Après plusieurs mois d’essais et de vérifications sur place, elle est entrée en service commercial lundi 6 mars – prétexte à une petite cérémonie d’inauguration. Elle, c’est la première « batterie de chaleur » électrique aux États-Unis à atteindre des températures de 1 500 °C. Elle est installée à Pixley, en Californie, à peu près à mi-chemin entre San Francisco et Los Angeles, au sein de l’usine de production d’éthanol de Calgren.

La production de carburants plus ou moins verts, alternatives aux carburants pétroliers, est sans doute en Californie le marché le plus profitable aujourd’hui pour ce type de technologie : les subventions aux carburants alternatifs dans le secteur des transports sont directement indexées sur les émissions de CO₂ qu’elles évitent sur l’ensemble de leur cycle de vie. Or, l’État de Californie valorise les réductions d’émissions dans les transports bien plus que celles de l’industrie. Résultat, les émissions évitées lors de la fabrication industrielle des biocarburants sont davantage récompensées que les émissions évitées dans d’autres secteurs industriels, moins directement liés aux transports.
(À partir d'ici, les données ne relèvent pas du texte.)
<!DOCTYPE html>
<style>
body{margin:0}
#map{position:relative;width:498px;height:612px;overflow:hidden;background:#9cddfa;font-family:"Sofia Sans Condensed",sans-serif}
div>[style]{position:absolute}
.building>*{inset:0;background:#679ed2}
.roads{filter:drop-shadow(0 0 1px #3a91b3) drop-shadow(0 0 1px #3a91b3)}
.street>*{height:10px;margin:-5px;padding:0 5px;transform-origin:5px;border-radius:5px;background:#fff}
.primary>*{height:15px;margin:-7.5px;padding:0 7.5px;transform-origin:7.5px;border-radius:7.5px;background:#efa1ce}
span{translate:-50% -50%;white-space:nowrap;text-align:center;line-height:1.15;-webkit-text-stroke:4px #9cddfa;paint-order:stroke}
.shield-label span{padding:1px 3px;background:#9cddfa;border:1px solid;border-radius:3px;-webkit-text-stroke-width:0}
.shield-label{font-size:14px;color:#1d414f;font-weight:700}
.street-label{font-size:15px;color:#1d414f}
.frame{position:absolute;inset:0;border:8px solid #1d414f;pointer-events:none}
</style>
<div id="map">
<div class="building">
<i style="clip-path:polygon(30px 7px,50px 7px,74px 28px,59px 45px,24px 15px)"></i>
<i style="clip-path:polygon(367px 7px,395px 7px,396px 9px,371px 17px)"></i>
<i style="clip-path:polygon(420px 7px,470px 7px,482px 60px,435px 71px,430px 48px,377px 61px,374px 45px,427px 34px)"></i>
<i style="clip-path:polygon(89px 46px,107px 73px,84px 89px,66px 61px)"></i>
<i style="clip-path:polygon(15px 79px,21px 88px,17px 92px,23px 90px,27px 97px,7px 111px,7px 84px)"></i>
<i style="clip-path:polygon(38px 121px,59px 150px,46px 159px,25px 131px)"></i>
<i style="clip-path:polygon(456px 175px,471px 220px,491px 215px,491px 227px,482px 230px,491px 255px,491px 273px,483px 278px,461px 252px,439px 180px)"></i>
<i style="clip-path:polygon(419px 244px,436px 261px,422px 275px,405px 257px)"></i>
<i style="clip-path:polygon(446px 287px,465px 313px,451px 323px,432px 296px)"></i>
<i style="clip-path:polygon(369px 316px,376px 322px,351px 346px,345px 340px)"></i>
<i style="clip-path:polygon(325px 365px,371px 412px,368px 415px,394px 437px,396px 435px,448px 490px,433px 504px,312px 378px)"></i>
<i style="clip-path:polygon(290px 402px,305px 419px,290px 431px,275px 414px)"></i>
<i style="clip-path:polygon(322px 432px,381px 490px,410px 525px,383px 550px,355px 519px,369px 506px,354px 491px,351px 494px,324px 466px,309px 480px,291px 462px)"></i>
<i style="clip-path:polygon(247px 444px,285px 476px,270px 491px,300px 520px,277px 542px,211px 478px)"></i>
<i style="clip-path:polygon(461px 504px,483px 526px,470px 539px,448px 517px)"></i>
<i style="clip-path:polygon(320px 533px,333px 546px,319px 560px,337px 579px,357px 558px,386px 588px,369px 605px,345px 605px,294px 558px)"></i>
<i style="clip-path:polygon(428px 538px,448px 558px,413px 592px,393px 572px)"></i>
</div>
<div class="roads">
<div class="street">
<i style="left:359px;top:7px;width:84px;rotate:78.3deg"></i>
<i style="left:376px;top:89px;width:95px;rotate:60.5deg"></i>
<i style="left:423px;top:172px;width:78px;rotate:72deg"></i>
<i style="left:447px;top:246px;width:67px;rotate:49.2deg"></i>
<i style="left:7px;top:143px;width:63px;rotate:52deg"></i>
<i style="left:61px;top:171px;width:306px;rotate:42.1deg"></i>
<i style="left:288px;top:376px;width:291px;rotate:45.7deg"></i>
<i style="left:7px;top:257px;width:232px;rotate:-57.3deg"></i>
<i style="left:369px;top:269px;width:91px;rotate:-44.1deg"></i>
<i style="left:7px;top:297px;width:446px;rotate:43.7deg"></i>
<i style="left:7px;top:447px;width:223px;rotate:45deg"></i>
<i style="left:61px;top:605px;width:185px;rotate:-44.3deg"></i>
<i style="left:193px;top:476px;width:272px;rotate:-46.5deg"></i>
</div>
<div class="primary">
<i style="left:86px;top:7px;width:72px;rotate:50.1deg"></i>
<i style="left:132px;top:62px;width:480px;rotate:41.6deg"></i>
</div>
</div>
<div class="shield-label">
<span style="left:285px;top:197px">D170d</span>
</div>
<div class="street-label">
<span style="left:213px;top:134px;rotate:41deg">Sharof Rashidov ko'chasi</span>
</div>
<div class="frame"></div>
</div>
La performance environnementale de l’éthanol est faible, mais elle peut être sérieusement améliorée si l’on évite d’employer du gaz ou du pétrole pour distiller l’éthanol, une étape qui représente la moitié de la consommation totale d’énergie fossile nécessaire. Utiliser l’énergie renouvelable est idéal, et en Californie, en milieu de journée l’énergie solaire est abondante, et donc peu coûteuse. La batterie de chaleur de Rondo transforme quelques heures d’énergie solaire en une source de chaleur haute température continue, 24 heures sur 24, 7 jours sur 7. Au total, cette énergie sera bien moins coûteuse qu’une alimentation électrique continue, et son contenu en carbone sera nul, pour un bénéfice maximal.

Principe de fonctionnement de la batterie de chaleur Rondo / Infographie : Rondo Energy.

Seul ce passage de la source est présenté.